十五歳 その4

 京都へ行くのは初めてで、どこへ行ってもテンションは上がりっぱなしだった。元々遠いところへ出かけるのは好きだったのだ。


 京都・奈良での移動はほとんどバスだった。その席順はくじ引きで決められたわけだが、正直誰の隣になっても構わないと思っていた。

 そんな心構えで割り箸を引いたら、本当に全然話したことのない人と隣になった。


 それが長谷部優だった。


 まあ誰と隣になろうが、修学旅行は楽しめる。その自信が葉月にはあったし、実際その通りになった。バスには何度も乗ったが、そのたび長谷部は良いやつだということが分かった。


 何より、好きなバンドが一致した。

「能勢ちゃん、音楽って聞く?」

 窓側でリュックをゴソゴソしながら長谷部が聞く。

「聞くぜ。最近は——サザンクロスとか」

「サザンクロス!」


 彼のその一瞬の反応で、葉月は相手が仲間なのだと気付いた。無言でハイタッチをして、それからはバスを降りるのも惜しいほど好きな音楽について語り尽くした。


 当時の葉月は、好きなバンドが同じでさえあれば、誰とでも親友になれた。葉月と長谷部はバスの中の会話だけで、あたかも数年来の付き合いかのように親しくなってしまった。


 二日目もバスの座席は変わらなかった。不平を言う人もいたが、葉月にとってはむしろ好都合だった。


 旅館を朝の九時に出たバスはまず、奈良県の東大寺を目指した。京都の真ん中からなので長時間の移動になると言われた。

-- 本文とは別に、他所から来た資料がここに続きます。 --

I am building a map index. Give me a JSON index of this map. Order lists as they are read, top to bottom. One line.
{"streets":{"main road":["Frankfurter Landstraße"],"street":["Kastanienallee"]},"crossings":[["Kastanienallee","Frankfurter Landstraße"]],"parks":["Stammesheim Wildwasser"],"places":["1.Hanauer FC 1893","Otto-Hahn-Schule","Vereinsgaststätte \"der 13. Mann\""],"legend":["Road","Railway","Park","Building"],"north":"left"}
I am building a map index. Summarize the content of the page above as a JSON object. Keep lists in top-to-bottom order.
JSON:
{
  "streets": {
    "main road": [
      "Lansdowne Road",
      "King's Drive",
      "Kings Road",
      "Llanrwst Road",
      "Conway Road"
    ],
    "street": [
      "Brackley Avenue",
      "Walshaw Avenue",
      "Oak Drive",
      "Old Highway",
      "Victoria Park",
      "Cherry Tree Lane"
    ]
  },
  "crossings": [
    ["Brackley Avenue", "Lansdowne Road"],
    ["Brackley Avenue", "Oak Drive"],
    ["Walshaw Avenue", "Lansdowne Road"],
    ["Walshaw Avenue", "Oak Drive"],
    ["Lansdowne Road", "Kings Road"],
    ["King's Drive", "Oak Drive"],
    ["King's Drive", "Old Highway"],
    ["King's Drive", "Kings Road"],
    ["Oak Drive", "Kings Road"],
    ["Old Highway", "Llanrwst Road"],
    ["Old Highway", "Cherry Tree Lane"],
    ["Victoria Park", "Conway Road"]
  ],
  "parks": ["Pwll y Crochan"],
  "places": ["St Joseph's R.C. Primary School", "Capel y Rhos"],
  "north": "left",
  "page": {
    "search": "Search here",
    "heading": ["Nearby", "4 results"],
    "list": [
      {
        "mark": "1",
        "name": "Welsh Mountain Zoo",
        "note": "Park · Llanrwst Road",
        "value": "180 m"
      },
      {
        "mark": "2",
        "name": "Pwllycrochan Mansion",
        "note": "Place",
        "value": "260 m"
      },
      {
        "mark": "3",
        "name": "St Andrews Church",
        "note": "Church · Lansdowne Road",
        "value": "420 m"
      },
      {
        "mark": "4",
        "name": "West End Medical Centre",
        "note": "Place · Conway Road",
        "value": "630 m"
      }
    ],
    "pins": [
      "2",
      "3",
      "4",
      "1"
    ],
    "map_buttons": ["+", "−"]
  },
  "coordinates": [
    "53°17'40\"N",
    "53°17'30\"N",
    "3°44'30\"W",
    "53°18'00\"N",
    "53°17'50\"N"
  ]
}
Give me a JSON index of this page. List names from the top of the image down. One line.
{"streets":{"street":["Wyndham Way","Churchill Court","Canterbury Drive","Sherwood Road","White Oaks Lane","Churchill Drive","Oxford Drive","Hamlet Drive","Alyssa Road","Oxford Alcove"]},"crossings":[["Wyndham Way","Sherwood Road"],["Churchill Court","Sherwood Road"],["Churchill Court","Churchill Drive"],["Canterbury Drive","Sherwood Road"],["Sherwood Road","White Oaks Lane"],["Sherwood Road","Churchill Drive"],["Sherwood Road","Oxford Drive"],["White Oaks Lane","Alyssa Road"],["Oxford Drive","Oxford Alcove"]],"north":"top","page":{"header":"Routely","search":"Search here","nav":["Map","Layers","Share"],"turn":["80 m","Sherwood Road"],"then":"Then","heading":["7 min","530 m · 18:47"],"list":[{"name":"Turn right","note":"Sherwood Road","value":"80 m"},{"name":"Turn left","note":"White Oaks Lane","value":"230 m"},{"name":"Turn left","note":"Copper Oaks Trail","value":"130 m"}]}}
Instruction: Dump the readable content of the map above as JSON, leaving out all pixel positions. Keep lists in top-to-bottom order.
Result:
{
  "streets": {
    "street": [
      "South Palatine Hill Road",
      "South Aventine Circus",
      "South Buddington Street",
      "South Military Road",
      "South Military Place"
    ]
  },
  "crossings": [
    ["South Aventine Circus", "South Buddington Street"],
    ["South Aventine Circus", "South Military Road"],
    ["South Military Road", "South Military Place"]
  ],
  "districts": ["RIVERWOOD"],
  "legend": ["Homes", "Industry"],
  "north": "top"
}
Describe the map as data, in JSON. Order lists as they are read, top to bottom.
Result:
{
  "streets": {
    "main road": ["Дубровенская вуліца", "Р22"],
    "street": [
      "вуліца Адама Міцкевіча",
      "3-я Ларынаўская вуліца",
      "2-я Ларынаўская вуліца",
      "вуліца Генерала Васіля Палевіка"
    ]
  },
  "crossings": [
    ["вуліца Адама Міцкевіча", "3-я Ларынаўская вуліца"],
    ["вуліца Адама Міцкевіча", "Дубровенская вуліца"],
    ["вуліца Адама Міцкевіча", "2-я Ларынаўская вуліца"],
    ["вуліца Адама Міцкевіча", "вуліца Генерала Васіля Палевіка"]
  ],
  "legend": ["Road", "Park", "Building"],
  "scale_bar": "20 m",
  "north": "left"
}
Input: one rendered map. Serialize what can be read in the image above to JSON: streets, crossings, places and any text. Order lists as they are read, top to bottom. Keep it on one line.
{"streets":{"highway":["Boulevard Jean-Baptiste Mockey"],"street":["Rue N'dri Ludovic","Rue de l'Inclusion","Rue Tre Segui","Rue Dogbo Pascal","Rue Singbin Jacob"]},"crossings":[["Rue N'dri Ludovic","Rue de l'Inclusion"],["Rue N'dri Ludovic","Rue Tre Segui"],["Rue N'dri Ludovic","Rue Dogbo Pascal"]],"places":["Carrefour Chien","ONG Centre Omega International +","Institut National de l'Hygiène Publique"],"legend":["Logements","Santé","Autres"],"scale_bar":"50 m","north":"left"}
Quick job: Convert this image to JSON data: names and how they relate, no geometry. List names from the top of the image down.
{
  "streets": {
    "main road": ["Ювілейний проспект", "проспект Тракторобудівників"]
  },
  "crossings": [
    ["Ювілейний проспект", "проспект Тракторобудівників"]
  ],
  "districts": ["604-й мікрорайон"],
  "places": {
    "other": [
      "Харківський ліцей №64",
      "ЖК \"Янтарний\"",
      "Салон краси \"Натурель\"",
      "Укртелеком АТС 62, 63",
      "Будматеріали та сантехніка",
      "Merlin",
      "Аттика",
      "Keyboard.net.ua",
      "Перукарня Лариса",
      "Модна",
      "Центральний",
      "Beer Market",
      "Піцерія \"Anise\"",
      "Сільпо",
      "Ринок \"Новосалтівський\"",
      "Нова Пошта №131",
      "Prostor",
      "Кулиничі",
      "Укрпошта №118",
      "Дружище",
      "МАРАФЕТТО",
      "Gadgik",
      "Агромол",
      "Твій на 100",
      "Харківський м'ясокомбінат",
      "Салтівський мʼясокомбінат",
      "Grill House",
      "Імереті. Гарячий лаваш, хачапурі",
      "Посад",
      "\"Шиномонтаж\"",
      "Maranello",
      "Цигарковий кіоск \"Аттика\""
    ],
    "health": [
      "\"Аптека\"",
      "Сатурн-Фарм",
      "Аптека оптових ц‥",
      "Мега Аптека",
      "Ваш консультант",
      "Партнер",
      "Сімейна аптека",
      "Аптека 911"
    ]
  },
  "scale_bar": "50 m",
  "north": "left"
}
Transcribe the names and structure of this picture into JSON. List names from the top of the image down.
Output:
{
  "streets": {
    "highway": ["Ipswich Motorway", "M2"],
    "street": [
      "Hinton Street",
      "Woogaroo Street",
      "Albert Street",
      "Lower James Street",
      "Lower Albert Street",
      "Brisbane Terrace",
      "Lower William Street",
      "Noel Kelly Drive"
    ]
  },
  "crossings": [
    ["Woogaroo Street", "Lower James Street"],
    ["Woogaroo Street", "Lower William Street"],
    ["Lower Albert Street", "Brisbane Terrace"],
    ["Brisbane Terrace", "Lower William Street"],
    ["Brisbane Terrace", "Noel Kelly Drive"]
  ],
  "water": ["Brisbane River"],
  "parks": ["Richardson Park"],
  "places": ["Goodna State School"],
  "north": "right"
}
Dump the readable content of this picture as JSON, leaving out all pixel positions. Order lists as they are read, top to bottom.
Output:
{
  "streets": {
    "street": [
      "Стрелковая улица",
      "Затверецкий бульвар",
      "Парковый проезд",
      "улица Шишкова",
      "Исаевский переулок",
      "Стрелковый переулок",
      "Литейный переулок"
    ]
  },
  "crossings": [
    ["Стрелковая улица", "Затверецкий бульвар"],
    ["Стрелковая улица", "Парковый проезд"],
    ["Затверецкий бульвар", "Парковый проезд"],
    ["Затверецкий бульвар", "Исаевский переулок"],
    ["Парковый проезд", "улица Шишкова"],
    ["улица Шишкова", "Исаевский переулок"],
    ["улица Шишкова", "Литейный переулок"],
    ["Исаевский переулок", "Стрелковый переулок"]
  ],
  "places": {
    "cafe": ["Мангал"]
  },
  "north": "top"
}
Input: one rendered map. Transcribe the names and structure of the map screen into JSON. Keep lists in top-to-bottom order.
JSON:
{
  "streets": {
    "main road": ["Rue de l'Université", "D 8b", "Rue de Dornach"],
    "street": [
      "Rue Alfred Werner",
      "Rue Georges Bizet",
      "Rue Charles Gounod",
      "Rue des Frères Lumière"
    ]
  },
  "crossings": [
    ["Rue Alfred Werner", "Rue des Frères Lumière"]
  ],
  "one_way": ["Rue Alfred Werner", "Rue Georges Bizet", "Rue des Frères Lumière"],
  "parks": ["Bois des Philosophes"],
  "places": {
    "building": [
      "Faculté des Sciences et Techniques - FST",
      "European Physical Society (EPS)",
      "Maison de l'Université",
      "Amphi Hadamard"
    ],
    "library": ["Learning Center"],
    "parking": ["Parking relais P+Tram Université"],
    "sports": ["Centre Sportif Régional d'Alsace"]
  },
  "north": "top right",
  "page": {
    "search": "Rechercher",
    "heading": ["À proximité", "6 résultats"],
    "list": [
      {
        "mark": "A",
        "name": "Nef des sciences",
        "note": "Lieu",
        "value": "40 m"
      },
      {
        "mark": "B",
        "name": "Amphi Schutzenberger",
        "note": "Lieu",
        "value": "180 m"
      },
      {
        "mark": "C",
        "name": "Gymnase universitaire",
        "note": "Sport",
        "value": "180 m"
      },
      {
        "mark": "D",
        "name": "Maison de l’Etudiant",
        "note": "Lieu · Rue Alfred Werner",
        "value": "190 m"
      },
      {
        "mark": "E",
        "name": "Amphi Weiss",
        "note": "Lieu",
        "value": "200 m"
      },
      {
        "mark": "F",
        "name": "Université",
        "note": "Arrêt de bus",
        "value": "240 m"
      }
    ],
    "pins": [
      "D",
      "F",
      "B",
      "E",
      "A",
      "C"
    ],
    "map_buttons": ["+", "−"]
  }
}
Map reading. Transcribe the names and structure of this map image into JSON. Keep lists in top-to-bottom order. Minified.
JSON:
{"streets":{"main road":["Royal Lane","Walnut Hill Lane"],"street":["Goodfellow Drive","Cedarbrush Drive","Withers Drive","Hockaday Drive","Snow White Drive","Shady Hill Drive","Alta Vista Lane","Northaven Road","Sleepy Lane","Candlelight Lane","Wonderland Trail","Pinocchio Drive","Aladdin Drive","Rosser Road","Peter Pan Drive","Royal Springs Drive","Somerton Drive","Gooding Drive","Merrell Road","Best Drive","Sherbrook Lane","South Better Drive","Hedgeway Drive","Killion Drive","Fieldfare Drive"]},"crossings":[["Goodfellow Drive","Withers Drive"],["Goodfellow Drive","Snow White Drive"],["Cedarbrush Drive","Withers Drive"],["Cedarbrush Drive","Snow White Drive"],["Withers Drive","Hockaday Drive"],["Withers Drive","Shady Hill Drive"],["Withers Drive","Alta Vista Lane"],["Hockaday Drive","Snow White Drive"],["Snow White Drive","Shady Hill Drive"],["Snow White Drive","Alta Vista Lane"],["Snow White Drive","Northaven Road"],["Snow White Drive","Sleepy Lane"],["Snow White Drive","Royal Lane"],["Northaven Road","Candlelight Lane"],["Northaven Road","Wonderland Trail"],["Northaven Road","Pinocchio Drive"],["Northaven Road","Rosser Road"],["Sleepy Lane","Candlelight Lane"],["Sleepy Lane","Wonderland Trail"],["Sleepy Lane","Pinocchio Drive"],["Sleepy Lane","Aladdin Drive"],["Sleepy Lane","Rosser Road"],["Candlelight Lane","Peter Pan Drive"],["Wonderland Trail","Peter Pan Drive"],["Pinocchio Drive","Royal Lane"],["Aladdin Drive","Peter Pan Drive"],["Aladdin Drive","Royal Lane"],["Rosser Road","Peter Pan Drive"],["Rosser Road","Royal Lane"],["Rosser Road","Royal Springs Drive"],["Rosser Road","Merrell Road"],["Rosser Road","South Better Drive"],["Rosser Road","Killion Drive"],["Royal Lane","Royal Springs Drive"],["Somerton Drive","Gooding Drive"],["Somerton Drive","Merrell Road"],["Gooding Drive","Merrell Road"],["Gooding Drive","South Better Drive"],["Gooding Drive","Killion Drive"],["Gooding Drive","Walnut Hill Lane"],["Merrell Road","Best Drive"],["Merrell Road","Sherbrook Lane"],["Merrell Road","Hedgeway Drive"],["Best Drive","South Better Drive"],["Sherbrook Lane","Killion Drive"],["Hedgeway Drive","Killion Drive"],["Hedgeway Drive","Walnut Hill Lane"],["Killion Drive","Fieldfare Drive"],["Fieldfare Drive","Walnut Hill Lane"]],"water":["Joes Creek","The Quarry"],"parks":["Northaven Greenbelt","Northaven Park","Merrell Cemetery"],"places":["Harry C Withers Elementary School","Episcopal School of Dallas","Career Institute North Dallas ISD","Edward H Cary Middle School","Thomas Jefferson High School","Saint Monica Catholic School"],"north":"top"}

 周りが奈良公園やシカせんべいの話で盛り上がっている頃、長谷部と葉月の話題は全く違っていた。


「能勢ちゃん」

 二日目のバスでは話題が一周し、出発から十分もすれば話が途切れた。葉月としては、長谷部から話題を振ってくれるならありがたいところだった。


「なんだい?」

「能勢ちゃんって彼女いるんだっけ?」

 あまりにも突然すぎて、葉月はスポーツドリンクでむせた。こんなむせ方は初めてだ。


「なっ、なんだよいきなり」

「ほら、能勢ちゃんってなんかいつも女子と一緒にいるイメージあるから」

 さりげない風を装うために努力しているのが、葉月の目からでもよく分かった。長谷部のやつ、何が言いたいんだ。


「いねえよそんなの」

「いないの?」

 自分で聞いたのに、そんなに驚くことだろうか。急に目も泳ぎ始めて不自然さが増している。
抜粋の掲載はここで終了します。